▼
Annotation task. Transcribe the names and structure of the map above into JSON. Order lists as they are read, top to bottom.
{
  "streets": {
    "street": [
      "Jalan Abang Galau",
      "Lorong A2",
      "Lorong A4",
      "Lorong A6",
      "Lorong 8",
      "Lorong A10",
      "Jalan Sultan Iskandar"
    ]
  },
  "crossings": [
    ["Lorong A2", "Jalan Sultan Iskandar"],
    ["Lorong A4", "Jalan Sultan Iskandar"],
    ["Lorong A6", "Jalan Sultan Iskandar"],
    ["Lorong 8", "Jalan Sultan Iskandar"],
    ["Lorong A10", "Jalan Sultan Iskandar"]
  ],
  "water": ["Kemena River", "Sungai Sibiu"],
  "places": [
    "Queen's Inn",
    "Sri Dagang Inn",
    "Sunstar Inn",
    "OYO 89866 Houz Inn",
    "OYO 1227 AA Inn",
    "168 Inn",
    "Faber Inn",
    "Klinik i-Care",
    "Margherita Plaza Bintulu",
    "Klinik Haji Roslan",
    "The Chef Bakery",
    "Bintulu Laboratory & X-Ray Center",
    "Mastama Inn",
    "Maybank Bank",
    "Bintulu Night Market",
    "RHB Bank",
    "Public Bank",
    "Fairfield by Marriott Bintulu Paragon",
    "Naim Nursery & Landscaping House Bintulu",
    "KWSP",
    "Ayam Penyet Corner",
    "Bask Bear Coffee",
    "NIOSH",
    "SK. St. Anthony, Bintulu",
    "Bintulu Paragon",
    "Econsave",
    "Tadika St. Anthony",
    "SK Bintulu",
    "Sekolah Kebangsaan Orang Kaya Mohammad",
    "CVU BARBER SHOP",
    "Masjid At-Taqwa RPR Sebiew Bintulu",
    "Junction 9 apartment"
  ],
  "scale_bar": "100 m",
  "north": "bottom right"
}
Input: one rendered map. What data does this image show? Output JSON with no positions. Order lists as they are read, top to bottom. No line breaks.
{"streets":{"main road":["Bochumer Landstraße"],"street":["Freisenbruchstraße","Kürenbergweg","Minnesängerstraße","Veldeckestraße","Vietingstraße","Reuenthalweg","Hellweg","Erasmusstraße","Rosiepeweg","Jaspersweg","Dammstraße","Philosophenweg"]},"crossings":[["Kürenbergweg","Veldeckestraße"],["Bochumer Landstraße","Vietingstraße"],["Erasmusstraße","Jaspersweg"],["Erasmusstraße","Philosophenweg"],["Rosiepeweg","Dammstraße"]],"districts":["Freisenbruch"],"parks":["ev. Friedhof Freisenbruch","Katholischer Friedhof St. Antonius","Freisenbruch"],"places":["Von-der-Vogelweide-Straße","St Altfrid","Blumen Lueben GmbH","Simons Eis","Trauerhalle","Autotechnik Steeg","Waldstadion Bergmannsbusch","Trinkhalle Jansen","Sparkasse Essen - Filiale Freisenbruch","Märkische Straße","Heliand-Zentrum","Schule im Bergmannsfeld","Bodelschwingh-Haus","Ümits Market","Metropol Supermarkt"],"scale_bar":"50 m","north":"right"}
▲
Transcribe the whole listing above exactly, leaving nothing out.

[TASK RESULT]
Annotation task. Transcribe the names and structure of the map above into JSON. Order lists as they are read, top to bottom.
{
  "streets": {
    "street": [
      "Jalan Abang Galau",
      "Lorong A2",
      "Lorong A4",
      "Lorong A6",
      "Lorong 8",
      "Lorong A10",
      "Jalan Sultan Iskandar"
    ]
  },
  "crossings": [
    ["Lorong A2", "Jalan Sultan Iskandar"],
    ["Lorong A4", "Jalan Sultan Iskandar"],
    ["Lorong A6", "Jalan Sultan Iskandar"],
    ["Lorong 8", "Jalan Sultan Iskandar"],
    ["Lorong A10", "Jalan Sultan Iskandar"]
  ],
  "water": ["Kemena River", "Sungai Sibiu"],
  "places": [
    "Queen's Inn",
    "Sri Dagang Inn",
    "Sunstar Inn",
    "OYO 89866 Houz Inn",
    "OYO 1227 AA Inn",
    "168 Inn",
    "Faber Inn",
    "Klinik i-Care",
    "Margherita Plaza Bintulu",
    "Klinik Haji Roslan",
    "The Chef Bakery",
    "Bintulu Laboratory & X-Ray Center",
    "Mastama Inn",
    "Maybank Bank",
    "Bintulu Night Market",
    "RHB Bank",
    "Public Bank",
    "Fairfield by Marriott Bintulu Paragon",
    "Naim Nursery & Landscaping House Bintulu",
    "KWSP",
    "Ayam Penyet Corner",
    "Bask Bear Coffee",
    "NIOSH",
    "SK. St. Anthony, Bintulu",
    "Bintulu Paragon",
    "Econsave",
    "Tadika St. Anthony",
    "SK Bintulu",
    "Sekolah Kebangsaan Orang Kaya Mohammad",
    "CVU BARBER SHOP",
    "Masjid At-Taqwa RPR Sebiew Bintulu",
    "Junction 9 apartment"
  ],
  "scale_bar": "100 m",
  "north": "bottom right"
}
Input: one rendered map. What data does this image show? Output JSON with no positions. Order lists as they are read, top to bottom. No line breaks.
{"streets":{"main road":["Bochumer Landstraße"],"street":["Freisenbruchstraße","Kürenbergweg","Minnesängerstraße","Veldeckestraße","Vietingstraße","Reuenthalweg","Hellweg","Erasmusstraße","Rosiepeweg","Jaspersweg","Dammstraße","Philosophenweg"]},"crossings":[["Kürenbergweg","Veldeckestraße"],["Bochumer Landstraße","Vietingstraße"],["Erasmusstraße","Jaspersweg"],["Erasmusstraße","Philosophenweg"],["Rosiepeweg","Dammstraße"]],"districts":["Freisenbruch"],"parks":["ev. Friedhof Freisenbruch","Katholischer Friedhof St. Antonius","Freisenbruch"],"places":["Von-der-Vogelweide-Straße","St Altfrid","Blumen Lueben GmbH","Simons Eis","Trauerhalle","Autotechnik Steeg","Waldstadion Bergmannsbusch","Trinkhalle Jansen","Sparkasse Essen - Filiale Freisenbruch","Märkische Straße","Heliand-Zentrum","Schule im Bergmannsfeld","Bodelschwingh-Haus","Ümits Market","Metropol Supermarkt"],"scale_bar":"50 m","north":"right"}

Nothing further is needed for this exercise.